David Wagoner. Am I . . . learning to appreciate poetry?? No one was more surprised than me when a few weeks ago I ran across Wagoner’s poem “Lost” and it absolutely knocked me out. I asked the poet David Biespiel about Wagoner at a recent Atheneum event, and he told me that Wagoner, who grew up in the Midwest, was totally captivated by the landscape when he moved to the Pacific NW as an adult. A protégée of Seattle luminary Theodore Roethke, Wagoner was the editor of Poetry Northwest—until it was taken over by Biespiel! I love the connection to place and the “it’s a small world” of it all! Though, now that I’m re-reading the poem, I worry that some of its lines qualify as cultural appropriation?
The Vaster Wilds by Lauren Groff. I will be thinking about and admiring this book for a very long time. Yes the ending, but also the most beautiful descriptions of “the profound beauty” of the wild woods that I’ve ever read. As this (gift link, thanks for the tip, Erica) NYT profile makes clear, Groff is an incredibly talented writer with a unique approach to writing.

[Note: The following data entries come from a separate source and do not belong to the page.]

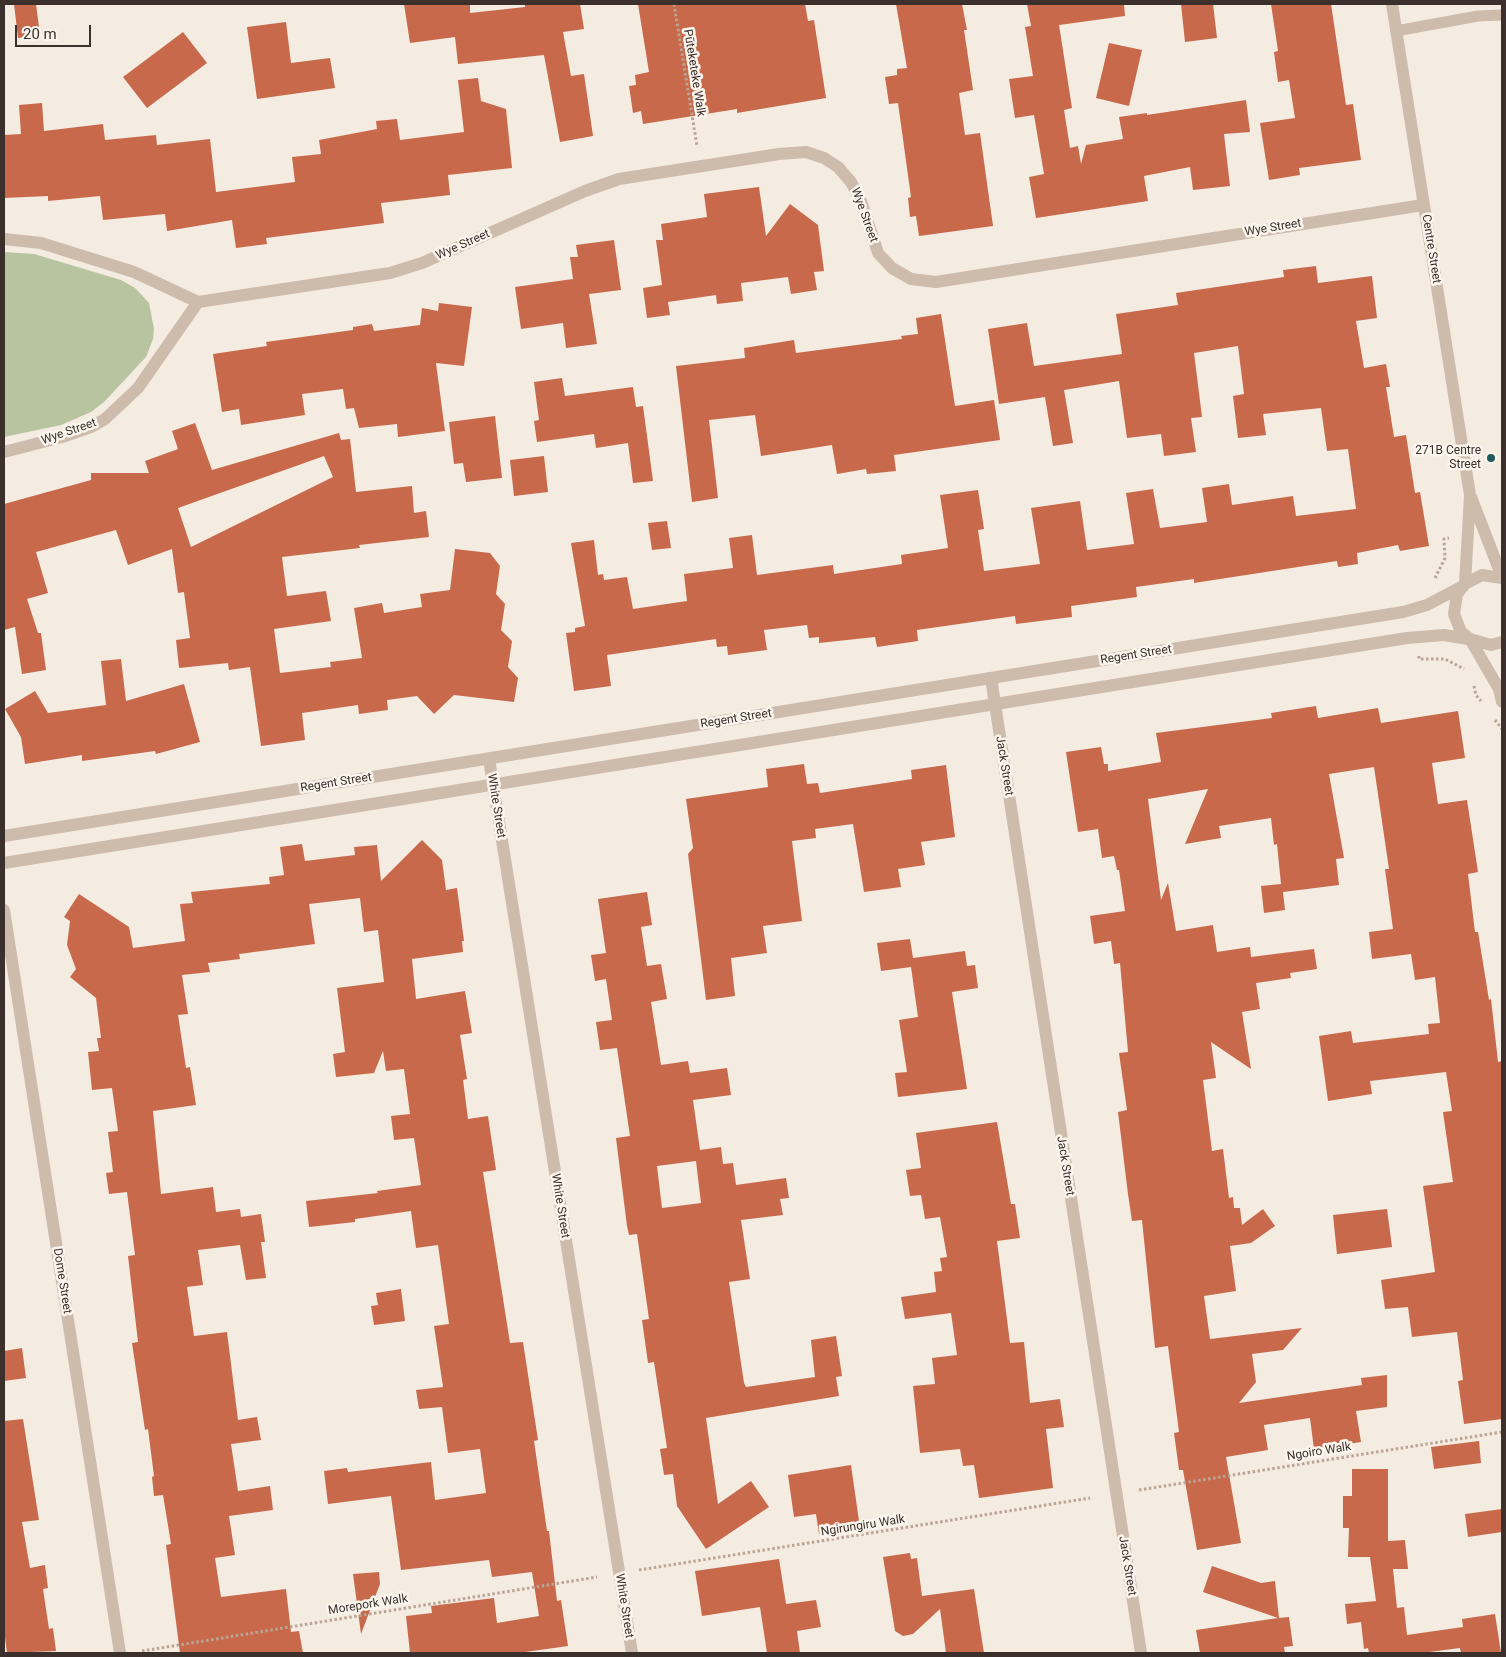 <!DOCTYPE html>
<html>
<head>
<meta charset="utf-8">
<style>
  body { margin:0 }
  #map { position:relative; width:1506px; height:1657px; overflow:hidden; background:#f4ebe1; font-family:Roboto,sans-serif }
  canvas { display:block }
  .frame { position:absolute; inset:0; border:5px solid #3b302b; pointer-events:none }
  .scale { position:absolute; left:15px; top:25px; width:76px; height:22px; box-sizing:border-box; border:2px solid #3b302b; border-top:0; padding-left:6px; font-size:15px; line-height:18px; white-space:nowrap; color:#3b302b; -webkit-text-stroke:4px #fbf5ee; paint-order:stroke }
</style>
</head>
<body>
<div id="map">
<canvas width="1506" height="1657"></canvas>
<div class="frame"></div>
<div class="scale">20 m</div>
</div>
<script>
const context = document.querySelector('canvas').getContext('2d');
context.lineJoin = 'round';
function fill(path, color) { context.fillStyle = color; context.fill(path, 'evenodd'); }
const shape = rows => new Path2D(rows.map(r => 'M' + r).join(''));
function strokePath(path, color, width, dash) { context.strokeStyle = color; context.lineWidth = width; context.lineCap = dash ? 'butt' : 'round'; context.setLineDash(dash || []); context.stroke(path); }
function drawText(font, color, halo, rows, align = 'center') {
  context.font = font + ' Roboto,sans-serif'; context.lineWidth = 5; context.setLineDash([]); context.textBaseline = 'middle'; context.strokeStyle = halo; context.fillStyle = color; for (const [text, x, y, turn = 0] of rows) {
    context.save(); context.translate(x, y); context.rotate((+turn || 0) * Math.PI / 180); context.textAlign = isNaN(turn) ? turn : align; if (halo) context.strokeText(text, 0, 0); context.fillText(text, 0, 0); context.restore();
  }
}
fill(shape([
  [4,252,34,254,121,280,135,288,149,303,154,329,153,339,146,357,104,402,91,412,61,425,4,437]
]), '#b8c4a0');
fill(shape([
  [14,4,36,4,40,35,18,38],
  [404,4,470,4,470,13,525,7,525,4,580,4,584,29,563,32,571,76,584,74,593,136,560,142,544,55,458,64,455,37,410,43],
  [638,4,805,4,808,21,814,20,826,98,737,113,737,109,643,124,641,111,633,113,629,86,636,85,635,75,649,72],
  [896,4,962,4,967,30,964,30,973,90,959,93,965,135,980,133,993,226,919,236,916,216,910,217,908,198,911,197,898,103,889,104,885,77,897,75,897,69,907,68],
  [1027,4,1124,4,1125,16,1059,25,1072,108,1064,110,1070,148,1078,146,1081,164,1086,145,1123,139,1119,117,1147,113,1147,115,1246,100,1250,132,1224,134,1230,186,1193,190,1190,167,1144,176,1148,201,1036,218,1029,177,1044,174,1034,115,1015,118,1009,79,1033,76,1025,27,1031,26],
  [1181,4,1213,4,1217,38,1185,42],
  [1271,4,1331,4,1346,105,1353,104,1361,160,1299,168,1300,175,1269,180,1260,123,1295,118,1289,80,1278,82,1274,52,1278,51],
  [286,22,291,63,330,58,335,88,257,99,247,27],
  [183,32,207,63,147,108,123,77],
  [1109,43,1142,50,1129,106,1096,98],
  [478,78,481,101,506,109,512,168,448,175,450,195,381,203,384,223,266,238,267,244,236,248,232,220,167,231,165,214,103,220,100,196,48,201,48,196,4,198,4,135,21,134,19,105,42,103,44,131,103,124,105,140,156,135,157,145,210,139,216,192,295,182,292,157,321,154,319,140,377,129,376,121,397,119,400,140,464,132,458,80],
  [759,187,766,236,790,204,818,225,824,271,814,272,817,290,791,294,788,277,741,283,743,301,717,304,716,295,668,302,670,315,647,318,643,288,662,285,656,240,663,240,661,224,707,217,704,194],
  [614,240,621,290,589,294,597,344,566,348,563,323,521,329,515,287,573,279,570,257,578,257,576,245],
  [1316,266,1318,283,1372,276,1377,318,1356,321,1364,368,1386,364,1390,387,1386,387,1394,437,1406,435,1415,493,1420,492,1429,546,1400,551,1398,545,1357,553,1358,564,1338,567,1337,561,1194,583,1194,579,1136,587,1137,597,1071,606,1072,617,1016,624,1015,616,917,630,918,641,877,647,875,637,819,643,819,637,809,638,807,625,764,630,767,650,728,655,727,646,717,647,716,639,607,655,611,686,574,691,566,633,575,632,575,628,585,626,571,543,594,540,598,575,603,574,604,580,627,577,633,609,687,601,684,574,733,568,729,538,752,535,757,575,833,565,834,574,902,564,901,555,948,548,940,495,978,490,984,529,978,530,984,571,1040,564,1031,508,1080,501,1087,550,1134,544,1126,493,1153,489,1160,528,1207,522,1202,488,1229,484,1232,505,1293,496,1296,516,1356,509,1348,449,1327,451,1321,408,1263,414,1266,435,1238,438,1233,396,1244,394,1238,346,1194,353,1202,417,1191,418,1196,452,1164,456,1161,434,1127,438,1119,381,1064,390,1073,443,1053,446,1045,397,999,404,988,329,1027,323,1034,366,1122,354,1116,314,1178,305,1176,293,1284,277,1283,270],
  [439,303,472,307,464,366,436,363,445,431,398,437,397,424,359,428,354,408,346,409,343,389,302,394,305,415,241,425,239,409,222,412,213,354,267,346,266,342,353,330,353,327,372,324,374,331,420,325,422,308,438,311],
  [941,314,955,406,994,400,1000,440,894,455,896,471,867,474,866,469,837,474,832,445,761,456,755,415,709,420,718,498,692,502,676,366,745,358,744,348,794,340,796,353,902,339,901,336,918,334,916,318],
  [562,378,565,396,633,387,636,407,643,406,653,481,633,483,628,443,596,448,594,434,537,442,534,421,539,420,534,382],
  [495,416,502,478,466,482,463,463,454,464,449,422],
  [195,423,212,470,339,433,341,440,350,439,356,492,412,486,414,513,426,511,429,537,359,545,360,548,282,557,287,596,326,591,331,621,274,629,280,673,331,667,330,662,362,658,354,608,382,603,384,613,422,607,420,594,450,590,455,549,490,553,500,566,496,594,505,604,501,630,512,641,508,667,518,678,514,702,454,695,434,714,417,696,387,700,388,710,359,714,358,705,302,713,305,740,261,746,250,667,229,670,228,663,179,668,176,640,190,638,184,592,178,593,172,549,128,565,116,530,36,552,48,593,27,599,38,633,41,633,46,670,22,674,15,627,4,630,4,504,91,480,91,473,149,473,145,461,178,449,172,431],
  [324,456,333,477,191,547,178,508],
  [544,456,548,492,514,496,510,460],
  [667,521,671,548,652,550,648,523],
  [121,659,126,701,184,684,200,742,156,754,155,751,82,761,82,755,25,764,21,737,5,709,35,691,48,713,106,705,101,661],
  [1316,706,1318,718,1378,708,1381,723,1458,711,1465,758,1432,763,1438,804,1467,800,1478,872,1468,874,1475,932,1478,932,1489,1000,1491,999,1498,1062,1502,1061,1502,1419,1464,1424,1458,1381,1463,1380,1457,1332,1412,1337,1408,1307,1385,1309,1381,1280,1435,1272,1423,1186,1453,1182,1443,1112,1452,1111,1446,1072,1370,1081,1372,1094,1328,1101,1319,1036,1351,1031,1353,1043,1429,1034,1428,1024,1440,1023,1435,977,1415,980,1411,954,1372,959,1369,932,1393,929,1385,869,1389,869,1374,767,1329,774,1344,858,1336,859,1339,885,1283,892,1285,910,1264,913,1261,886,1281,884,1277,844,1274,845,1271,818,1219,826,1221,838,1185,844,1208,789,1148,799,1161,900,1168,883,1176,931,1213,925,1217,952,1250,947,1251,957,1314,949,1317,969,1290,973,1291,978,1256,983,1260,1009,1242,1012,1251,1069,1211,1042,1216,1078,1203,1080,1212,1151,1223,1149,1229,1198,1233,1197,1234,1208,1240,1208,1242,1225,1263,1209,1275,1226,1251,1243,1230,1246,1236,1291,1204,1296,1210,1339,1302,1328,1283,1350,1252,1354,1256,1382,1239,1403,1362,1385,1361,1378,1387,1375,1387,1407,1356,1411,1361,1442,1314,1449,1310,1418,1264,1425,1268,1450,1226,1457,1241,1543,1197,1550,1183,1470,1179,1470,1174,1433,1179,1432,1168,1346,1155,1348,1142,1220,1132,1221,1128,1194,1118,1112,1127,1110,1119,1053,1128,1052,1120,963,1114,964,1111,941,1094,944,1090,916,1125,911,1119,870,1117,870,1114,856,1102,858,1098,829,1078,832,1066,752,1101,747,1104,764,1108,764,1108,771,1161,762,1156,733,1272,718,1271,713],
  [804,764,807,784,818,783,820,793,912,779,911,770,946,765,955,837,921,842,925,865,898,869,901,887,864,892,853,824,815,829,816,838,792,841,802,921,763,926,767,953,731,958,735,996,706,1000,688,854,693,848,686,799,768,787,766,769],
  [422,840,442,860,446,890,457,888,464,941,462,941,463,952,412,959,416,999,465,991,472,1033,460,1035,467,1079,463,1080,468,1119,488,1116,496,1170,483,1172,510,1343,523,1342,538,1440,534,1441,547,1531,549,1531,557,1601,561,1600,568,1646,518,1653,410,1653,406,1616,432,1613,431,1606,494,1598,497,1623,539,1616,532,1572,492,1577,489,1560,401,1570,391,1496,328,1504,324,1471,347,1468,348,1472,431,1462,435,1500,486,1493,480,1449,448,1453,442,1407,419,1409,416,1390,443,1387,434,1326,449,1324,438,1245,416,1248,411,1211,355,1219,355,1222,309,1227,306,1201,378,1193,377,1191,421,1185,414,1138,394,1140,391,1116,410,1114,404,1069,386,1071,383,1051,374,1073,336,1077,333,1054,345,1052,337,988,384,982,378,930,364,932,360,898,309,904,315,944,239,954,240,959,208,963,210,972,182,975,188,1014,178,1015,186,1068,190,1067,196,1105,153,1111,161,1194,213,1187,216,1212,240,1209,241,1217,261,1214,265,1242,261,1242,266,1278,246,1280,240,1245,198,1250,203,1285,187,1287,194,1336,227,1332,238,1420,257,1417,261,1440,231,1444,238,1491,270,1486,273,1510,229,1516,235,1555,215,1558,221,1597,286,1589,291,1632,299,1631,303,1653,180,1653,166,1545,171,1544,163,1495,154,1496,152,1477,154,1476,148,1429,145,1430,132,1343,138,1342,128,1256,135,1255,127,1192,109,1194,106,1173,113,1172,108,1132,118,1131,112,1088,92,1090,88,1052,99,1051,97,1038,101,1038,96,998,70,977,76,969,67,945,70,921,64,917,79,894,129,927,133,948,185,941,180,904,193,903,191,892,270,884,269,877,284,875,280,847,302,844,305,861,355,855,354,847,377,845,381,881],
  [647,892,652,925,641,927,647,966,661,964,667,999,651,1002,661,1065,688,1061,690,1073,727,1068,731,1095,693,1100,700,1150,721,1147,723,1164,733,1163,736,1185,786,1178,789,1198,780,1199,783,1215,741,1220,750,1279,729,1282,744,1383,746,1387,815,1377,811,1340,836,1336,842,1376,836,1377,839,1396,706,1418,718,1504,751,1481,769,1507,706,1549,677,1506,673,1474,664,1475,660,1449,667,1448,654,1362,648,1363,642,1320,649,1319,637,1234,629,1235,627,1226,616,1138,630,1136,617,1048,600,1050,596,1022,612,1020,606,979,595,981,591,955,606,953,598,899],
  [696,1161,701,1203,662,1208,657,1166],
  [910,939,913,958,965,951,967,966,975,965,978,988,952,992,967,1089,898,1097,895,1073,907,1072,899,1020,918,1017,911,967,881,971,877,943],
  [997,1122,1011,1204,1015,1204,1020,1238,997,1241,1010,1343,1024,1342,1030,1403,1060,1399,1064,1427,1046,1429,1053,1488,979,1498,974,1465,963,1466,960,1449,920,1453,913,1386,935,1384,932,1358,957,1355,951,1313,905,1319,901,1297,936,1292,934,1272,942,1271,940,1258,947,1257,940,1217,925,1219,921,1195,910,1196,906,1170,921,1168,916,1133],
  [1387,1209,1392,1247,1337,1254,1333,1215],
  [401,1289,405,1321,374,1325,371,1306,378,1305,376,1293],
  [22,1348,26,1378,4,1381,4,1351],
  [23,1419,39,1520,22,1522,30,1568,45,1565,48,1588,43,1589,49,1629,53,1628,56,1651,7,1653,4,1629,4,1421],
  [1479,1441,1481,1463,1434,1469,1431,1447],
  [851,1465,860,1528,819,1534,816,1514,794,1517,788,1475],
  [1352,1469,1388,1469,1388,1541,1405,1540,1408,1569,1393,1569,1397,1608,1404,1607,1407,1635,1463,1627,1462,1619,1495,1614,1501,1653,1461,1653,1460,1648,1422,1653,1369,1653,1368,1648,1364,1649,1361,1622,1347,1624,1345,1604,1376,1601,1370,1557,1348,1557,1349,1528,1343,1528,1343,1496,1352,1496],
  [1502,1509,1502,1532,1468,1537,1465,1514],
  [910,1553,911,1559,917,1558,922,1596,974,1589,984,1653,946,1653,940,1609,913,1634,903,1636,895,1631,883,1557],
  [779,1559,786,1604,816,1600,821,1627,797,1631,800,1653,767,1653,760,1607,702,1616,695,1571],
  [1212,1566,1261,1583,1275,1581,1279,1618,1289,1617,1293,1646,1284,1647,1285,1653,1200,1653,1196,1630,1278,1618,1203,1592],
  [379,1572,380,1584,361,1634,353,1574]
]), '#c8694b');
strokePath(shape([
  [674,4,697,146],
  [1435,578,1445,558,1444,539,1449,538],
  [1419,656,1419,659,1445,659,1464,669],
  [1474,686,1476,695,1481,701],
  [1495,720,1502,729],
  [1139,1490,1502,1432],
  [639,1570,1090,1498],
  [142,1651,597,1577]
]), '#b9a596', 3, [2.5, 2.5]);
strokePath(shape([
  [1396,31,1478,16,1502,15]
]), '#cdbbac', 11);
strokePath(shape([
  [4,239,41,243,134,272,198,302,390,273,422,263,585,191,619,179,779,154,806,152,824,158,838,167,851,182,861,201,878,253,892,268,911,279,936,282,1423,205],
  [4,452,62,437,91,427,105,419,138,388,198,302],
  [991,678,1141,1653],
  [489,759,632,1653],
  [4,910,120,1653]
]), '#cdbbac', 12);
strokePath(shape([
  [1392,4,1470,495,1465,584],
  [1471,497,1502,577],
  [1502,578,1482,575,1465,584,1457,594,1454,614,1461,632,1470,639,1491,645,1502,642],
  [1470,639,1499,689,1502,702],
  [4,836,1403,612,1427,605,1463,586],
  [4,863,1407,638,1444,635,1468,639]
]), '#cdbbac', 12);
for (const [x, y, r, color] of [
  [1491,458,5,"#1f5a5e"]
]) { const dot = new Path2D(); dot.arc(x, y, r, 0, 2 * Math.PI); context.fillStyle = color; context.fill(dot); strokePath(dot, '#fbf5ee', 2); }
drawText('12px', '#3b302b', '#fbf5ee', [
  ["Pūteketeke Walk",694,73,81],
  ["Wye Street",864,215,70],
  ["Wye Street",1273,228,-9],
  ["Wye Street",463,245,-24],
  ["Centre Street",1431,249,81],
  ["Wye Street",69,432,-19],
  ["Regent Street",1136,655,-9],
  ["Regent Street",736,719,-9],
  ["Jack Street",1004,766,81],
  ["Regent Street",336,783,-9],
  ["White Street",496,806,81],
  ["Jack Street",1065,1166,81],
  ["White Street",560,1206,81],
  ["Dome Street",62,1281,81],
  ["Ngoiro Walk",1319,1452,-9],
  ["Ngirungiru Walk",863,1526,-9],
  ["Jack Street",1127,1566,81],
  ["Morepork Walk",368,1605,-9],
  ["White Street",624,1606,81]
]);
drawText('12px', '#3b302b', '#fbf5ee', [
  ["271B Centre",1481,451],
  ["Street",1481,465]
], 'right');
</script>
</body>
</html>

“And it seemed to her that she could almost see something now moving below the every day, the daily the grey and oppressive stuff of the self, something more like an intricate geometry that lived beneath the surface of the material world.” —L. Groff, The Vaster Wilds
The Guest by Emma Cline. Haunting and so, so good.
Tracy Chapman’s duet with Luke Combs at the 2024 Grammys. It brought back memories of listening to this album on repeat while doing the small-town, Gen-X teen version of scrolling—driving around town with friends, squeezed into a VW Rabbit, for hours.
Fargo Season 5. So much good stuff in this season! I initially thought the overarching theme was the difference between justice and forgiveness, but now I think this season was about freedom. There’s the freedom to live your own life on your own terms, and there’s the “freedom” that is really just having no constraints on your ability to oppress someone else (see also Freedom’s Dominion).
“When Munch was a boy, freedom was a potato. It was you didn't get killed today . . . But now, everywhere you look you see kings. Everything they want they call their own and if they cannot have it they say that they are not free. They even pretend their freedom should be free - that it has no cost, but the cost is always death. Life for life. Me, or you.”—Fargo S5E4
“You know what a ‘witch hunt’ is, right? Not witches hunting men, but men killing women to keep them in line.”—Fargo S5E9
Wagoner is a good find :). As a creative writer yourself, you might enjoy his one-act play "First Class," which dramatizes the first day in Theodore Roethke's poetry seminar. It's a gripping meditation on the creative process.
Also love your analogy of "dragging the gut," as we called it in Montana, to scrolling. Back in those days I was still shut up in my family's religious bunker, so did not engage in many social functions beyond church. I don't think I regret missing prom or cruising, but I do regret missing that sense of belonging to my generation. For me, Tracy Chapman's "New Beginning" brings back vivid memories of Nebraska -- my first days as a graduate student -- and of the long drive from Troy, Montana, across South Dakota, and down to Lincoln.